* Stored items from a collection *
===============
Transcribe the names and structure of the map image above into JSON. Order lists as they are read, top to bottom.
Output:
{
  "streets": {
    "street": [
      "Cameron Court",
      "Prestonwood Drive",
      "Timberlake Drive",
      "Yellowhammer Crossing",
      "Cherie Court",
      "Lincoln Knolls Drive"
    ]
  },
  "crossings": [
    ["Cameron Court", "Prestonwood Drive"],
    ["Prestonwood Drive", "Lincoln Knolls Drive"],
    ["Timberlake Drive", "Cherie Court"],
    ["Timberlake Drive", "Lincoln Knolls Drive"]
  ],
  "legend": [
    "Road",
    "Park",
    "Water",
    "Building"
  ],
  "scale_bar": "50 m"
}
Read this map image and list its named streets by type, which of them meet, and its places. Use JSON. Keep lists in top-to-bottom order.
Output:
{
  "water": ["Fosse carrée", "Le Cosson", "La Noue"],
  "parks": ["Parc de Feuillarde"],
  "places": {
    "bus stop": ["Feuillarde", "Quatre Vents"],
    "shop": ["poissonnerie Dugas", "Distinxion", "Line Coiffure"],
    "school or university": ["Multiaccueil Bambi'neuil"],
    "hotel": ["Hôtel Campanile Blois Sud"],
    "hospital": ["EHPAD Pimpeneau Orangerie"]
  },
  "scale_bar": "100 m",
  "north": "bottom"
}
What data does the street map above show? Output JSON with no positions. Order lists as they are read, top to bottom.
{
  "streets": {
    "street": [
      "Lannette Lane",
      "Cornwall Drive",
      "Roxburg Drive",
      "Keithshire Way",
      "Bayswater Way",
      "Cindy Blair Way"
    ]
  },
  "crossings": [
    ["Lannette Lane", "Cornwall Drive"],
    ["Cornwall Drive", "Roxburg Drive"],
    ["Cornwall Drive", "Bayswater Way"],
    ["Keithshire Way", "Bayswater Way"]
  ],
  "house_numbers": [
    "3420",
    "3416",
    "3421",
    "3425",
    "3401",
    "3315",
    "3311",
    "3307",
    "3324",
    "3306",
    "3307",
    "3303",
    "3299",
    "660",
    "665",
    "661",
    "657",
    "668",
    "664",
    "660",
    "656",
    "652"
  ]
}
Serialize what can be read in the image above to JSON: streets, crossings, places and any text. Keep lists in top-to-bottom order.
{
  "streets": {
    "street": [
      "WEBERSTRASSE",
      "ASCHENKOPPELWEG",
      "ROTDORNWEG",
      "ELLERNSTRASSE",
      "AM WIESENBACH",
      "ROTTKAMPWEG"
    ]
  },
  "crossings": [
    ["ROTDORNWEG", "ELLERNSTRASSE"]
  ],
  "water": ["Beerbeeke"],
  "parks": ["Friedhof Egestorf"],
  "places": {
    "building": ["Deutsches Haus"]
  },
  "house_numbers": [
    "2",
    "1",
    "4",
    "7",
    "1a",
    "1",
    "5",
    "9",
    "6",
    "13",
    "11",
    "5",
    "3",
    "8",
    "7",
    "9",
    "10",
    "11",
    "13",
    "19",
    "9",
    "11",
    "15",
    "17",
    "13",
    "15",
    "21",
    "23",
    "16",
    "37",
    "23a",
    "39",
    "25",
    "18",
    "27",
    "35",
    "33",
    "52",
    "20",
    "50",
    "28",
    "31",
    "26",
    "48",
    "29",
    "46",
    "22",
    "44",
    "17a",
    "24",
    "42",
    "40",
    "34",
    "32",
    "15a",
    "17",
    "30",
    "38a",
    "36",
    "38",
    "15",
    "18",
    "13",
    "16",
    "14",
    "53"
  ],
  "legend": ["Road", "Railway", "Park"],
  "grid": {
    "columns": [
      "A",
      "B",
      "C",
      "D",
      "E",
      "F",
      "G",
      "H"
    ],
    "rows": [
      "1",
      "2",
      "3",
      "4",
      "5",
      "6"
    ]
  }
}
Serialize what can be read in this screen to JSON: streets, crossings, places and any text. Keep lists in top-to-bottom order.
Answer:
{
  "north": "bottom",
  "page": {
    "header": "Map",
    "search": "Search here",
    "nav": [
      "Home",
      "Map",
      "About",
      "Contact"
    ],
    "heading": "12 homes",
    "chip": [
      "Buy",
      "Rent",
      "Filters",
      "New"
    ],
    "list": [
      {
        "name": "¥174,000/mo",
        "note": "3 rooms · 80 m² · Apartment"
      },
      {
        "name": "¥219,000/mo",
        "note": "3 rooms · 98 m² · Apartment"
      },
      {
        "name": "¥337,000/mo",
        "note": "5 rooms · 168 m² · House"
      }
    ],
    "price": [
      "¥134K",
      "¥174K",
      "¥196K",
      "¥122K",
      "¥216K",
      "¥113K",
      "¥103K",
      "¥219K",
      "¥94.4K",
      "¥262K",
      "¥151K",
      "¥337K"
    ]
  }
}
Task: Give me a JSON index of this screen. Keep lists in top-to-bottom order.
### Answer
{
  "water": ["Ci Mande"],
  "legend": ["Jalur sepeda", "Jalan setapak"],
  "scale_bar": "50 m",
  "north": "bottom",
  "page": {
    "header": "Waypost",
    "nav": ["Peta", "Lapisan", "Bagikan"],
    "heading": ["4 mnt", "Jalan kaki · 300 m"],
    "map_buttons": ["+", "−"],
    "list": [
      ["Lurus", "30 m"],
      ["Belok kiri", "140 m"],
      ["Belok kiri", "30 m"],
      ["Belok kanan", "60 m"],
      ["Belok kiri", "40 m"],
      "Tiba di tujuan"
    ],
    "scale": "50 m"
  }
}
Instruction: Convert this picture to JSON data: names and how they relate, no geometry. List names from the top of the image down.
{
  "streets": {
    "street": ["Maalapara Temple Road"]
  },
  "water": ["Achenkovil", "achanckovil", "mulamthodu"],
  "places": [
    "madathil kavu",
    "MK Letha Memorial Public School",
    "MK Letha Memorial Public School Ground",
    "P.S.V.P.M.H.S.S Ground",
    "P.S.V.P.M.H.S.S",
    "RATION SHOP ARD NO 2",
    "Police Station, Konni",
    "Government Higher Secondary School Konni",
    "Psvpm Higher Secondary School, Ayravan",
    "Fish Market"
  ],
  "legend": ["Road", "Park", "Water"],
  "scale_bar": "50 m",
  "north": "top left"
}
===============
* Problem requirements *
Reproduce all the records, exactly and in full.

* Response *
Transcribe the names and structure of the map image above into JSON. Order lists as they are read, top to bottom.
Output:
{
  "streets": {
    "street": [
      "Cameron Court",
      "Prestonwood Drive",
      "Timberlake Drive",
      "Yellowhammer Crossing",
      "Cherie Court",
      "Lincoln Knolls Drive"
    ]
  },
  "crossings": [
    ["Cameron Court", "Prestonwood Drive"],
    ["Prestonwood Drive", "Lincoln Knolls Drive"],
    ["Timberlake Drive", "Cherie Court"],
    ["Timberlake Drive", "Lincoln Knolls Drive"]
  ],
  "legend": [
    "Road",
    "Park",
    "Water",
    "Building"
  ],
  "scale_bar": "50 m"
}
Read this map image and list its named streets by type, which of them meet, and its places. Use JSON. Keep lists in top-to-bottom order.
Output:
{
  "water": ["Fosse carrée", "Le Cosson", "La Noue"],
  "parks": ["Parc de Feuillarde"],
  "places": {
    "bus stop": ["Feuillarde", "Quatre Vents"],
    "shop": ["poissonnerie Dugas", "Distinxion", "Line Coiffure"],
    "school or university": ["Multiaccueil Bambi'neuil"],
    "hotel": ["Hôtel Campanile Blois Sud"],
    "hospital": ["EHPAD Pimpeneau Orangerie"]
  },
  "scale_bar": "100 m",
  "north": "bottom"
}
What data does the street map above show? Output JSON with no positions. Order lists as they are read, top to bottom.
{
  "streets": {
    "street": [
      "Lannette Lane",
      "Cornwall Drive",
      "Roxburg Drive",
      "Keithshire Way",
      "Bayswater Way",
      "Cindy Blair Way"
    ]
  },
  "crossings": [
    ["Lannette Lane", "Cornwall Drive"],
    ["Cornwall Drive", "Roxburg Drive"],
    ["Cornwall Drive", "Bayswater Way"],
    ["Keithshire Way", "Bayswater Way"]
  ],
  "house_numbers": [
    "3420",
    "3416",
    "3421",
    "3425",
    "3401",
    "3315",
    "3311",
    "3307",
    "3324",
    "3306",
    "3307",
    "3303",
    "3299",
    "660",
    "665",
    "661",
    "657",
    "668",
    "664",
    "660",
    "656",
    "652"
  ]
}
Serialize what can be read in the image above to JSON: streets, crossings, places and any text. Keep lists in top-to-bottom order.
{
  "streets": {
    "street": [
      "WEBERSTRASSE",
      "ASCHENKOPPELWEG",
      "ROTDORNWEG",
      "ELLERNSTRASSE",
      "AM WIESENBACH",
      "ROTTKAMPWEG"
    ]
  },
  "crossings": [
    ["ROTDORNWEG", "ELLERNSTRASSE"]
  ],
  "water": ["Beerbeeke"],
  "parks": ["Friedhof Egestorf"],
  "places": {
    "building": ["Deutsches Haus"]
  },
  "house_numbers": [
    "2",
    "1",
    "4",
    "7",
    "1a",
    "1",
    "5",
    "9",
    "6",
    "13",
    "11",
    "5",
    "3",
    "8",
    "7",
    "9",
    "10",
    "11",
    "13",
    "19",
    "9",
    "11",
    "15",
    "17",
    "13",
    "15",
    "21",
    "23",
    "16",
    "37",
    "23a",
    "39",
    "25",
    "18",
    "27",
    "35",
    "33",
    "52",
    "20",
    "50",
    "28",
    "31",
    "26",
    "48",
    "29",
    "46",
    "22",
    "44",
    "17a",
    "24",
    "42",
    "40",
    "34",
    "32",
    "15a",
    "17",
    "30",
    "38a",
    "36",
    "38",
    "15",
    "18",
    "13",
    "16",
    "14",
    "53"
  ],
  "legend": ["Road", "Railway", "Park"],
  "grid": {
    "columns": [
      "A",
      "B",
      "C",
      "D",
      "E",
      "F",
      "G",
      "H"
    ],
    "rows": [
      "1",
      "2",
      "3",
      "4",
      "5",
      "6"
    ]
  }
}
Serialize what can be read in this screen to JSON: streets, crossings, places and any text. Keep lists in top-to-bottom order.
Answer:
{
  "north": "bottom",
  "page": {
    "header": "Map",
    "search": "Search here",
    "nav": [
      "Home",
      "Map",
      "About",
      "Contact"
    ],
    "heading": "12 homes",
    "chip": [
      "Buy",
      "Rent",
      "Filters",
      "New"
    ],
    "list": [
      {
        "name": "¥174,000/mo",
        "note": "3 rooms · 80 m² · Apartment"
      },
      {
        "name": "¥219,000/mo",
        "note": "3 rooms · 98 m² · Apartment"
      },
      {
        "name": "¥337,000/mo",
        "note": "5 rooms · 168 m² · House"
      }
    ],
    "price": [
      "¥134K",
      "¥174K",
      "¥196K",
      "¥122K",
      "¥216K",
      "¥113K",
      "¥103K",
      "¥219K",
      "¥94.4K",
      "¥262K",
      "¥151K",
      "¥337K"
    ]
  }
}
Task: Give me a JSON index of this screen. Keep lists in top-to-bottom order.
### Answer
{
  "water": ["Ci Mande"],
  "legend": ["Jalur sepeda", "Jalan setapak"],
  "scale_bar": "50 m",
  "north": "bottom",
  "page": {
    "header": "Waypost",
    "nav": ["Peta", "Lapisan", "Bagikan"],
    "heading": ["4 mnt", "Jalan kaki · 300 m"],
    "map_buttons": ["+", "−"],
    "list": [
      ["Lurus", "30 m"],
      ["Belok kiri", "140 m"],
      ["Belok kiri", "30 m"],
      ["Belok kanan", "60 m"],
      ["Belok kiri", "40 m"],
      "Tiba di tujuan"
    ],
    "scale": "50 m"
  }
}
Instruction: Convert this picture to JSON data: names and how they relate, no geometry. List names from the top of the image down.
{
  "streets": {
    "street": ["Maalapara Temple Road"]
  },
  "water": ["Achenkovil", "achanckovil", "mulamthodu"],
  "places": [
    "madathil kavu",
    "MK Letha Memorial Public School",
    "MK Letha Memorial Public School Ground",
    "P.S.V.P.M.H.S.S Ground",
    "P.S.V.P.M.H.S.S",
    "RATION SHOP ARD NO 2",
    "Police Station, Konni",
    "Government Higher Secondary School Konni",
    "Psvpm Higher Secondary School, Ayravan",
    "Fish Market"
  ],
  "legend": ["Road", "Park", "Water"],
  "scale_bar": "50 m",
  "north": "top left"
}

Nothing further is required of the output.